About this task: After the line containing "position:absolute; left:2370px; top:15px;", copy nothing more; up to and including it, copy every line of the listing exactly from the first, leaving out the pictures.

━━━━━ Available data ━━━━━

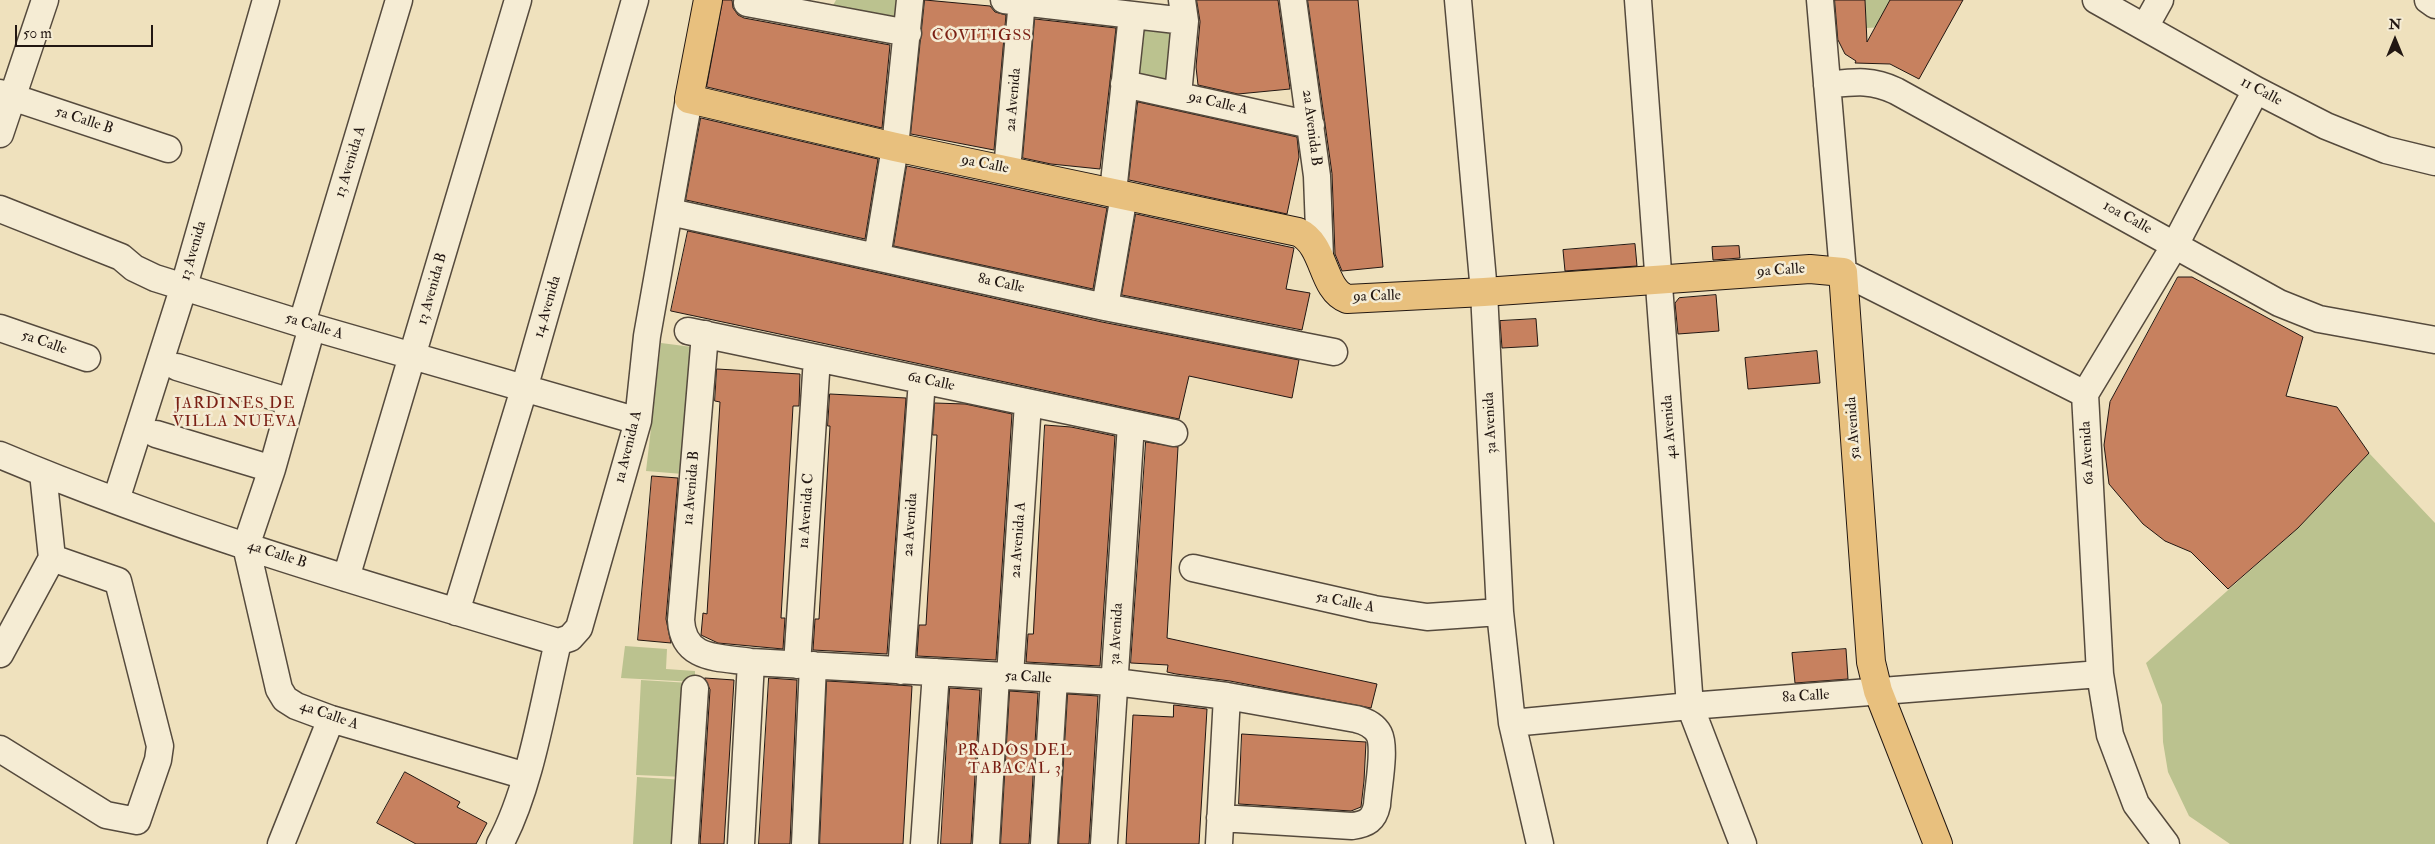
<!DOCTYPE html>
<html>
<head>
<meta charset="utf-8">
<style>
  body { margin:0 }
  #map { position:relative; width:2435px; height:844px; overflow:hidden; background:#efe1bd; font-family:"IM FELL Double Pica",serif }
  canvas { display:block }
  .north { position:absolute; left:2370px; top:15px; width:50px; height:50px; -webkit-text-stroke:4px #f5ecd4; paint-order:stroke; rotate:0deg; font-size:14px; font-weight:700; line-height:20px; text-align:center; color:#221712 }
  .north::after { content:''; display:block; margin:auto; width:18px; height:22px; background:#221712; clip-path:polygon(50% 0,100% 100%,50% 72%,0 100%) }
  .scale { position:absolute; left:15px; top:25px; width:138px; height:22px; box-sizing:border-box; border:2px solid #221712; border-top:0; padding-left:6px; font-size:15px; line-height:18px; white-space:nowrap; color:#221712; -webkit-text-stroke:4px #f5ecd4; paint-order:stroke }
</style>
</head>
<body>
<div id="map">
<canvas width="2435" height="844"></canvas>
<div class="north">N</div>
<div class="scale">50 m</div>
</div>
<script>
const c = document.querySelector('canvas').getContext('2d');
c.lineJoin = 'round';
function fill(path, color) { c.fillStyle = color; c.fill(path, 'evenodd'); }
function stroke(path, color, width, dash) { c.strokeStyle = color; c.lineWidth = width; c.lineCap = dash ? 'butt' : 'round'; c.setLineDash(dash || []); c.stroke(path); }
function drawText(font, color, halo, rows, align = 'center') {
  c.font = font + ' "IM FELL Double Pica",serif'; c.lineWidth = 5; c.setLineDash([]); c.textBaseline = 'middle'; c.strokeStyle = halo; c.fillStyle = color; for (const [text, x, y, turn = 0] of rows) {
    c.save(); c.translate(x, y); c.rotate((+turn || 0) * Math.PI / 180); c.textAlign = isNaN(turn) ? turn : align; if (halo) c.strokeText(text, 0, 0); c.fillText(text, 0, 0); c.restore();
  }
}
fill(new Path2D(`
  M836 0H900L898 24 830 11Z
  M1865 0H1890L1887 27 1866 28Z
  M1139 25 1176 30 1168 83 1132 78Z
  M661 343 692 347 683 474 646 471Z
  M2369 453 2435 523V844H2230L2189 816 2168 772 2163 742 2162 705 2146 663 2298 528Z
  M625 646 667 649 666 669 695 671V682L621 678Z
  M641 680 690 683 685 777 636 775Z
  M637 777 685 780 682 844H633Z`), '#bbc28f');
const building = new Path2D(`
  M723 0H732L733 8 738 15 744 18 890 45 882 128 707 87Z
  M925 0 990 6 995 12 1006 15 994 150 911 134Z
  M1197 0H1278L1290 89 1238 94 1198 85 1196 67 1200 22Z
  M1308 0H1358L1383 267 1342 271 1335 254 1332 174Z
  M1835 0H1865L1867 42 1890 0H1963L1919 79 1890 64 1855 63 1856 61 1845 54 1838 40Z
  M1035 19 1116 28 1100 169 1051 164 1023 158Z
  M1138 102 1297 137 1299 157 1287 214 1129 180Z
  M701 118 878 159 865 239 686 200Z
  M907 166 1107 208 1093 289 894 246Z
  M1136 214 1294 248 1286 289 1310 293 1302 330 1122 295Z
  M688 231 1102 322 1299 360 1292 398 1189 376 1179 419 671 311Z
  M1635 244 1637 266 1565 271 1563 250Z
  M1739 246 1740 258 1713 260 1712 247Z
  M2178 277H2192L2303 337 2286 396 2337 407 2369 453 2298 528 2228 589 2191 552 2165 541 2143 524 2109 484 2104 445 2110 402Z
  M1716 295 1719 331 1678 334 1675 303 1679 298Z
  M1536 319 1538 346 1502 348 1500 321Z
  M1817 351 1820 383 1748 389 1745 358Z
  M717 369 800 374 799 406H793L781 618H785L783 649 718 643 701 635 703 613 707 614 720 402 715 401Z
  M830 394 906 398 887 654 813 650 815 619H819L830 426H828Z
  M935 403 965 404 1012 414 996 660 917 656 919 625H926L937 435H933Z
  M1045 425 1071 427 1115 436 1100 666 1026 662 1028 634H1033Z
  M1146 442 1178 447 1167 638 1377 684 1371 708 1230 681 1176 674 1167 672 1168 665 1131 663Z
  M652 476 678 478 666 619 671 643 638 640Z
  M1846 649 1848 679 1795 683 1792 653Z
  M705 678 734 680 724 844H700L710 690Z
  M769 678 797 680 790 844H759Z
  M827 681 912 686 903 844H820Z
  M950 688 980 690 971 844H941Z
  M1010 691 1038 693 1029 844H1001Z
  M1068 694 1098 696 1089 844H1059Z
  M1174 705 1207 709 1199 844H1126L1133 715 1173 717Z
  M1242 734 1366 742 1364 781 1361 807 1351 811 1239 804Z
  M405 772 460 802 457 807 487 823 476 844H416L377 823Z`);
fill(building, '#c7815f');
stroke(building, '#221712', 1);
const minor = new Path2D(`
  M1004 0 1185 21
  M1293 0 1317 176 1320 257
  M1458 0 1484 292 1500 612 1512 723 1540 844
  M1638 0 1690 706 1743 844
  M1820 0 1843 272 2085 394
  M2096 0 2256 90 2326 126 2386 150 2435 162
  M2428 0 2435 5
  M747 3 908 33
  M2145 27 2160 0
  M1124 84 1311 125
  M1827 85C1854 82 1871 79 1896 91L2279 303 2319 319 2435 340
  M0 93 168 149
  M1178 95 1185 21 1182 0
  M0 134 45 0
  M1007 170 1022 0
  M1113 192 1132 15
  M0 209 121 257 134 268 155 278 312 327 638 421
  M670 212 1105 307 1334 352
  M877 257 895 147 910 0
  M1105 307 1124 195
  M302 323 399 0
  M312 327 272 469 246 546 279 689 285 699 296 706 331 719 526 776
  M0 328 87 358
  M688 331 1174 433
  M705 334 681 620C683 661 719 657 751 662L1115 682 1227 696 1356 719C1365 721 1374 725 1379 734 1386 748 1378 788 1377 805 1374 820 1367 824 1352 826L1220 818
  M177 367 291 402
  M156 434 272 469
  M0 455C180 531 370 586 558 642
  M116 500 184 286 266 0
  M1193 568 1374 609 1427 617 1500 612
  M346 578 518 0
  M456 612 524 389 635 0
  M0 654 52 558 43 473
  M797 665 817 358
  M901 671 922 380
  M1010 676 1028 403
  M1512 723 1690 706 2100 674
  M0 749 106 815 137 821 158 760 160 746 118 581 52 558
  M281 844 331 719
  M500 844C530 789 543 705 558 642L570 638 579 628 638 421 647 336 689 99
  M685 844 695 689
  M741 844 751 662
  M805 844 813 665
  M924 844 936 672
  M986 844 996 676
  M1044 844 1054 679
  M1104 844 1131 424
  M1219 844 1227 696
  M2166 844 2136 804 2110 735 2100 674 2085 394 2175 245 2256 90`);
const major = new Path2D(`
  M708 0 689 99 895 147 1298 232C1326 245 1321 289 1347 299L1484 292 1810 269 1843 272 1871 662 1878 691 1938 844`);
stroke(minor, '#554a3d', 29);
stroke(major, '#221712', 30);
stroke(minor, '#f5ecd4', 26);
stroke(major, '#e8c07e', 28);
drawText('15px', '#221712', '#f5ecd4', [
  ["11 Calle",2261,92,28],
  ["2a Avenida",1014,100,-85],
  ["9a Calle A",1218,104,13],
  ["5a Calle B",84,121,18],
  ["2a Avenida B",1311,128,83],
  ["13 Avenida A",351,162,-73],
  ["9a Calle",985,165,11],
  ["10a Calle",2127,218,29],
  ["13 Avenida",194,251,-74],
  ["9a Calle",1781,271,-4],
  ["8a Calle",1001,284,12],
  ["13 Avenida B",433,289,-74],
  ["9a Calle",1377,297,-2],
  ["14 Avenida",548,307,-74],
  ["5a Calle A",314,327,17],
  ["5a Calle",44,343,19],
  ["6a Calle",931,382,12],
  ["3a Avenida",1491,423,-93],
  ["4a Avenida",1670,427,-94],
  ["5a Avenida",1854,428,-94],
  ["1a Avenida A",629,447,-76],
  ["6a Avenida",2088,453,-93],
  ["1a Avenida B",692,488,-85],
  ["1a Avenida C",807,511,-86],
  ["2a Avenida",911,525,-86],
  ["2a Avenida A",1019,540,-86],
  ["4a Calle B",277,555,18],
  ["5a Calle A",1345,603,11],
  ["3a Avenida",1117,634,-87],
  ["5a Calle",1028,678,3],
  ["8a Calle",1806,697,-4],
  ["4a Calle A",329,716,19]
]);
c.letterSpacing = '1px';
drawText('16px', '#7a1f14', '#f5ecd4', [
  ["COVITIGSS",982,37],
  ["JARDINES DE",235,405],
  ["VILLA NUEVA",235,423],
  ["PRADOS DEL",1015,752],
  ["TABACAL 3",1015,770]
]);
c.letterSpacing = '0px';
</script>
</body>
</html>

━━━━━

Response:
<!DOCTYPE html>
<html>
<head>
<meta charset="utf-8">
<style>
  body { margin:0 }
  #map { position:relative; width:2435px; height:844px; overflow:hidden; background:#efe1bd; font-family:"IM FELL Double Pica",serif }
  canvas { display:block }
  .north { position:absolute; left:2370px; top:15px; width:50px; height:50px; -webkit-text-stroke:4px #f5ecd4; paint-order:stroke; rotate:0deg; font-size:14px; font-weight:700; line-height:20px; text-align:center; color:#221712 }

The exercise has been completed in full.